Quel est le problème en droit ?

Le  droit des gens,   c'est comme l'appelait jadis le droit international le professeur Paul de GEOUFFRE de la PRADELLE, reprenant,  avec raison les termes du Moyen âge.

Le droit est ici en effet non pas celui d’une nation –  y-a- t-il encore  nation, dès lors qu’elle est remise en cause – mais celui des gens à l’intérieur du territoire d’une région organisée en Etat souverain. Avec la trilogie célèbre de Jean BODIN, territoire,  population, pouvoir souverain.

La thèse du gouvernement de Madrid, l’Espagne moins la Catalogne, RAJOY quoi, est de dire  qu’il existe un pays avec une nation une et indivisible. C’est écrit dans la constitution, qui est la loi fondamentale. Rien à dire. C'est meme jugé par la cour constitutionnelle espagnole.

Ainsi donc, on ne peut diviser l’indivisible, sauf accord préalable des autres.

Nous autres Français avons été les premiers à diviser l’indivisible.

Dans la constitution du 4 octobre 1958, la France est une et indivisible.
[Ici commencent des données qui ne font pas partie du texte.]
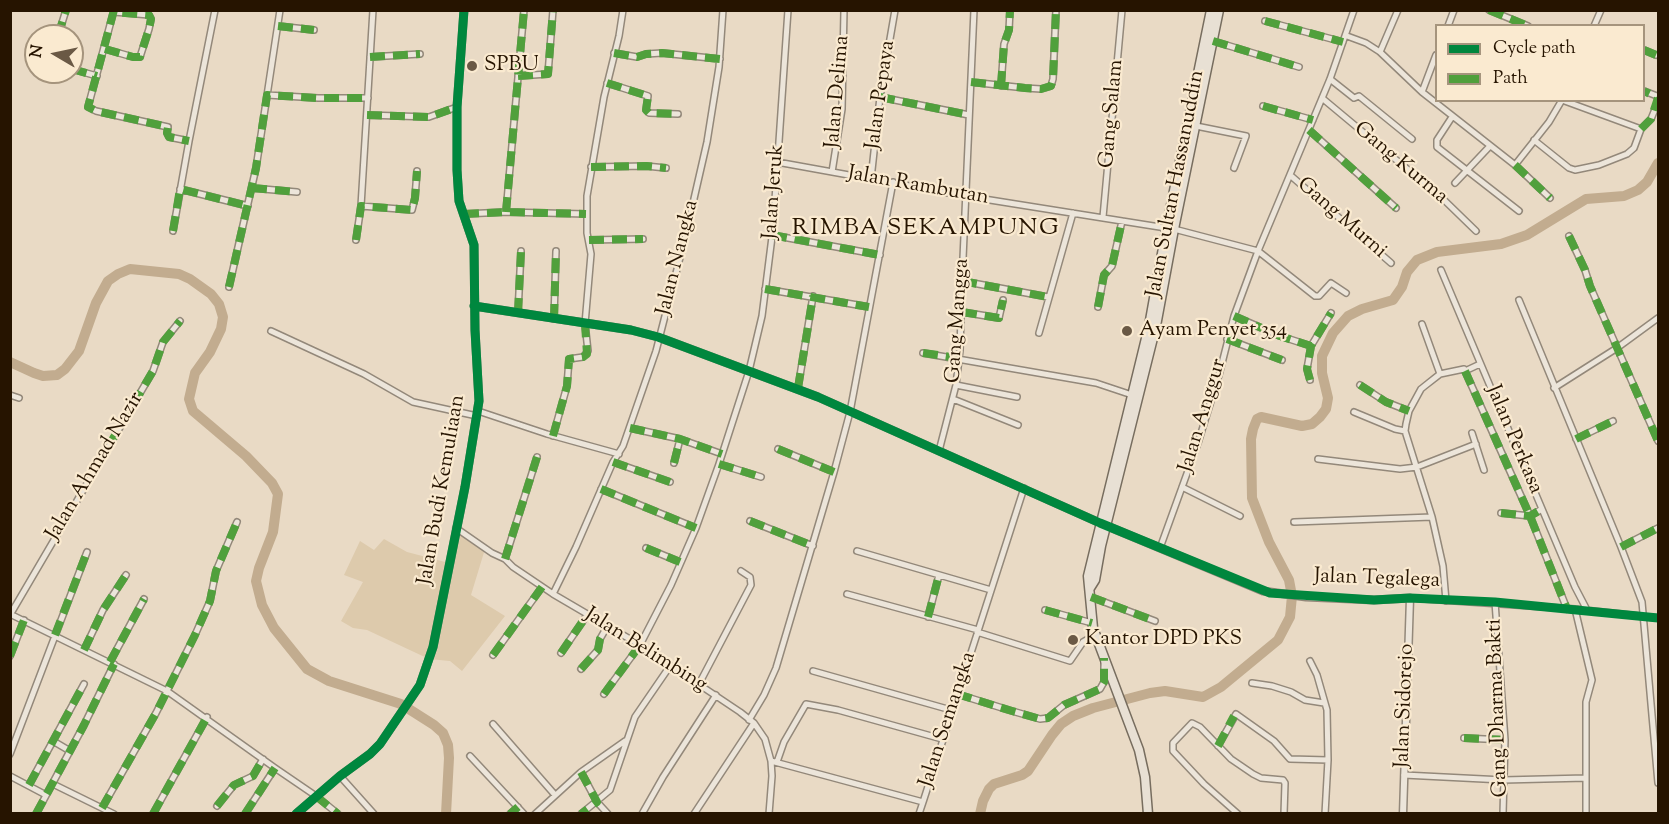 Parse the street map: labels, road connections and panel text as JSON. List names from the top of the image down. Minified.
{"streets":{"main road":["Jalan Sultan Hassanuddin"],"street":["Jalan Delima","Jalan Pepaya","Gang Salam","Gang Kurma","Jalan Rambutan","Jalan Jeruk","Gang Murni","Jalan Nangka","Gang Mangga","Jalan Anggur","Jalan Perkasa","Jalan Ahmad Nazir","Jalan Budi Kemuliaan","Jalan Tegalega","Jalan Belimbing","Jalan Sidorejo","Gang Dharma Bakti","Jalan Semangka"]},"crossings":[["Jalan Delima","Jalan Rambutan"],["Jalan Pepaya","Jalan Rambutan"],["Gang Salam","Jalan Rambutan"],["Gang Kurma","Jalan Anggur"],["Jalan Sultan Hassanuddin","Jalan Rambutan"],["Jalan Sultan Hassanuddin","Jalan Tegalega"],["Jalan Rambutan","Jalan Jeruk"],["Jalan Rambutan","Gang Mangga"],["Jalan Jeruk","Jalan Tegalega"],["Jalan Jeruk","Jalan Belimbing"],["Gang Murni","Jalan Anggur"],["Jalan Nangka","Jalan Tegalega"],["Jalan Nangka","Jalan Belimbing"],["Gang Mangga","Jalan Tegalega"],["Jalan Anggur","Jalan Tegalega"],["Jalan Perkasa","Jalan Tegalega"],["Jalan Budi Kemuliaan","Jalan Tegalega"],["Jalan Budi Kemuliaan","Jalan Belimbing"],["Jalan Tegalega","Jalan Sidorejo"],["Jalan Tegalega","Gang Dharma Bakti"],["Jalan Tegalega","Jalan Semangka"],["Jalan Belimbing","Jalan Semangka"]],"districts":["RIMBA SEKAMPUNG"],"places":["SPBU","Ayam Penyet 354","Kantor DPD PKS"],"legend":["Cycle path","Path"],"north":"left"}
Composée alors  des départements de l’Europe continentale, de la Corse, d’outre mer, des départements de l’Algérie et du Sahara, la séparation de ces derniers étaient constitutionnellement impossible.
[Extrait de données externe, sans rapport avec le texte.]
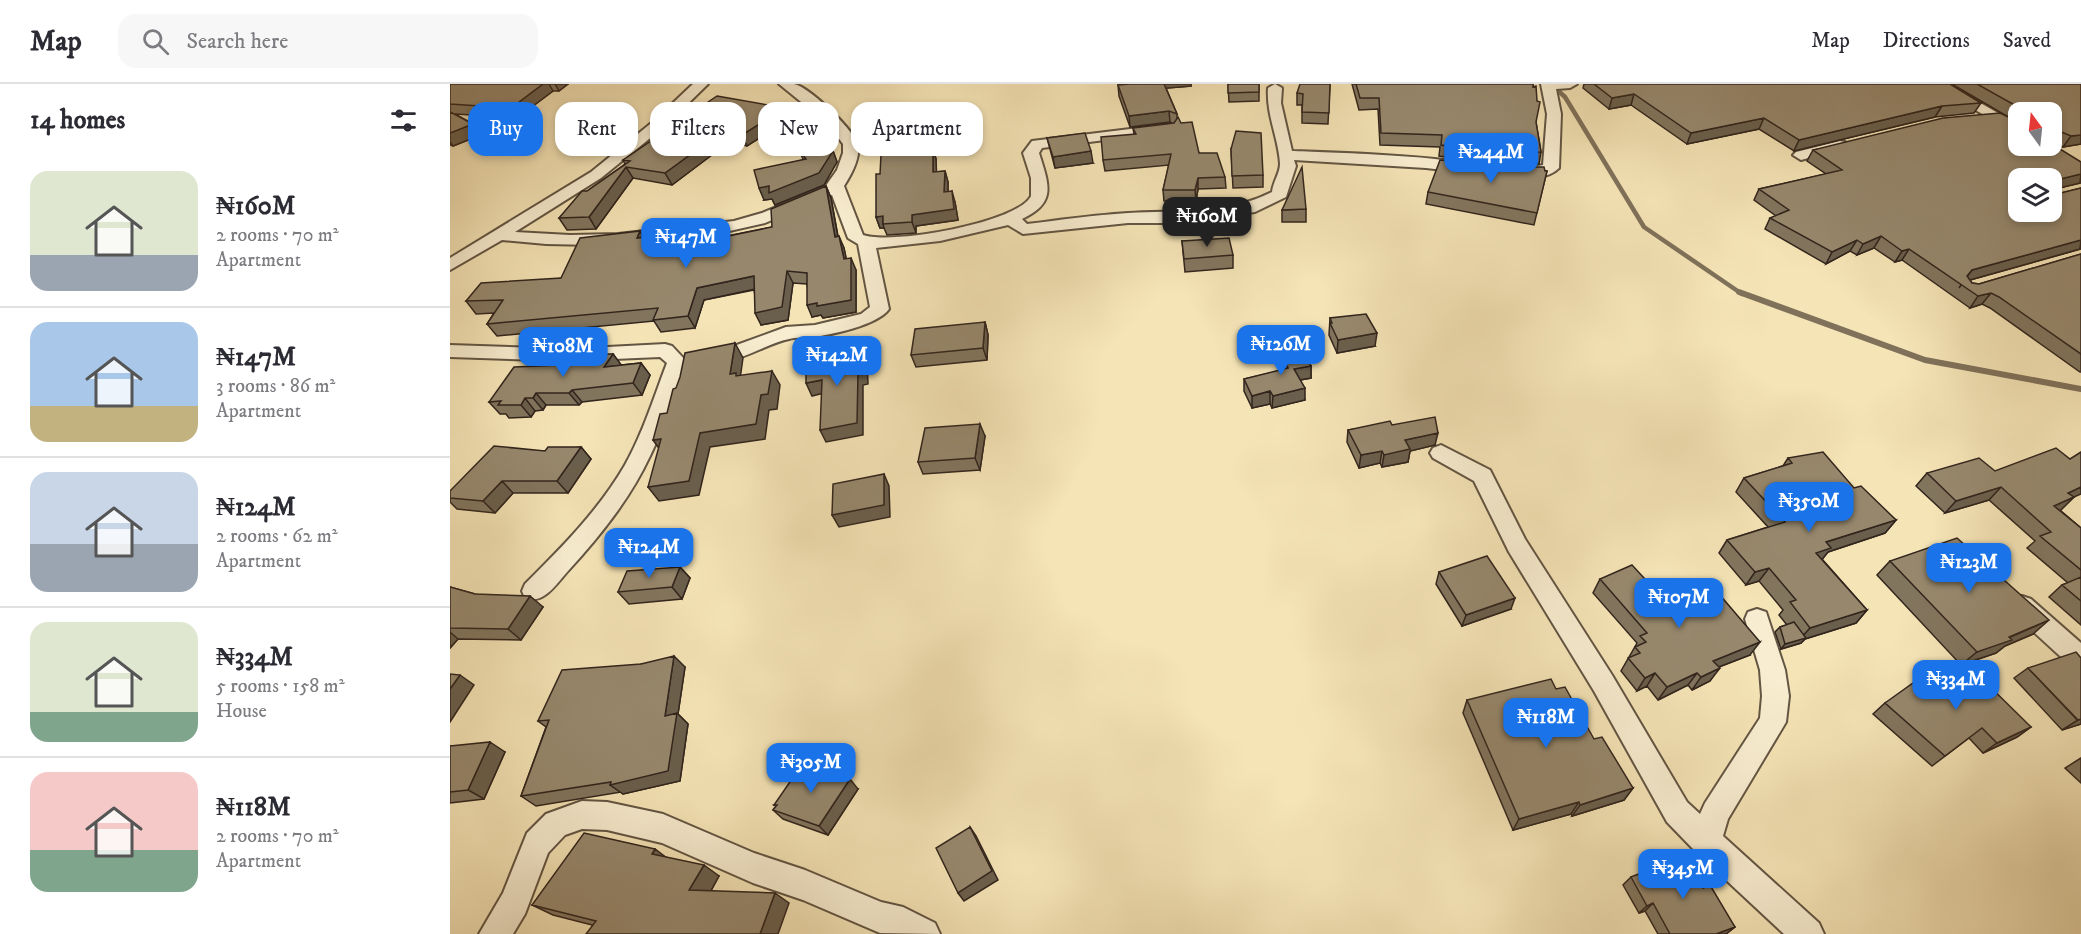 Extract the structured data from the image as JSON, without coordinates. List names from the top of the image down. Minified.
{"north":"top","page":{"header":"Map","search":"Search here","nav":["Map","Directions","Saved"],"heading":"14 homes","chip":["Buy","Rent","Filters","New","Apartment"],"price":["₦244M","₦160M","₦147M","₦126M","₦108M","₦142M","₦350M","₦124M","₦123M","₦107M","₦334M","₦118M","₦305M","₦345M"],"list":[{"name":"₦160M","note":"2 rooms · 70 m² · Apartment"},{"name":"₦147M","note":"3 rooms · 86 m² · Apartment"},{"name":"₦124M","note":"2 rooms · 62 m² · Apartment"},{"name":"₦334M","note":"5 rooms · 158 m² · House"},{"name":"₦118M","note":"2 rooms · 70 m² · Apartment"}]}}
De GAULLE a réussi à passer outre, mais en employant le truc du référendum, organisé séparément en Algérie et au Sahara et dans le reste de la France. Tout le monde est tombé d’accord, pour la séparation,   sauf 10 % des Français dont les pieds noirs. C’est pourquoi je n’écris pas depuis Alger, mais depuis Marseille.

Le schéma ainsi constitué parait plaire. C’est ainsi que lorsque les Ecossais ont voulu se séparer du reste du Royaume uni, un vote dudit reste a permis le référendum. Las pour les Ecossais, une majorité d’entre eux ont  finalement répondu non.

En Espagne, d’un point de vue constitutionnel et de droit des gens, voilà qui parait incontournable, le premier ministre, depuis son palais de la Moncloa, ce beau quartier madrilène (à coté de l’université où j’ai passé un été dans ma jeunesse) dit que l’organisation du référendum catalan est impossible tant que le reste de l’Espagne ne l’aura pas autorisé. Et on n’en prend pas le chemin.

Ce type de raisonnement n’est pas une spécialité franco-anglo-espagnole. En effet, alors que les Kurdes, s’appuyant sur les droits qu’ils tirent en reconnaissance internationale du traité de Sèvres, veulent leur indépendance par référendum, le gouvernement de la Mésopotamie (lire Irak aujourd’hui) à l’intérieur de quoi est le Kurdistan sécessionnisme doit préalablement s’exprimer sur le départ d’un morceau de son Etat. Il vient de dire non.

Bon, il se passe quoi ensuite ?

Si les sécessionnistes passent outre en particulier.

C’est peut être la guerre interne, voire locale : on a le cas avec la sécession des Arméniens du Haut Karabah qui ont quitté l’Azerbaïdjan.  Si on se titre dessus, la force internationale peut intervenir. C’est ce qui s’est fait là bas, avec la pression russe.

Sinon, une chose est absolument certaine. Le principe établi  internationalement est que la collectivité des autres Etats ne reconnait pas l’indépendance ainsi « auto-proclamée » quand les proches ne sont pas d’accord. C’est le cas pour le haut Karabakh, mais aussi pour la République du Donetsk, et celle de Lougansk,  celle d’Ossétie,  celle d’Abkhazie, et celle de Transnistrie, sauf  la  reconnaissance  de  quelques rares copains.

Dans l’affaire catalane, c’est encore plus compliqué, car la Catalogne indépendante veut adhérer,  euro compris,  à l’Union européenne dont est membre le reste de l’Espagne souveraine. Qui entend bien le demeurer aussi.

Laquelle  objectera son droit de veto à l’adhésion, car l’organisation internationale ne connait que des Etats constitués,  reconnus ainsi par la collectivité internationale. Ce sera  exactement comme le droit de veto de la République (grecque) de Chypre, la seule légale, si jamais le nord (turc) de Chypre veut adhérer et la  Turquie aussi.

Et au palais de Santa Cruz (le quai d’Orsay espagnol), on doit regretter d’avoir  reconnu l'Espagne  seule l’indépendance du Kosovo, séparé artificiellement de la Serbie.

Bon, c’est assez compliqué comme ça.

Donc, je ne parle pas de l’indépendance de la Corse, puis de celle de la Bretagne, et enfin du rattachement du Roussillon français à la Catalogne indépendante. Ce peut etre pourtant exactement la même chose.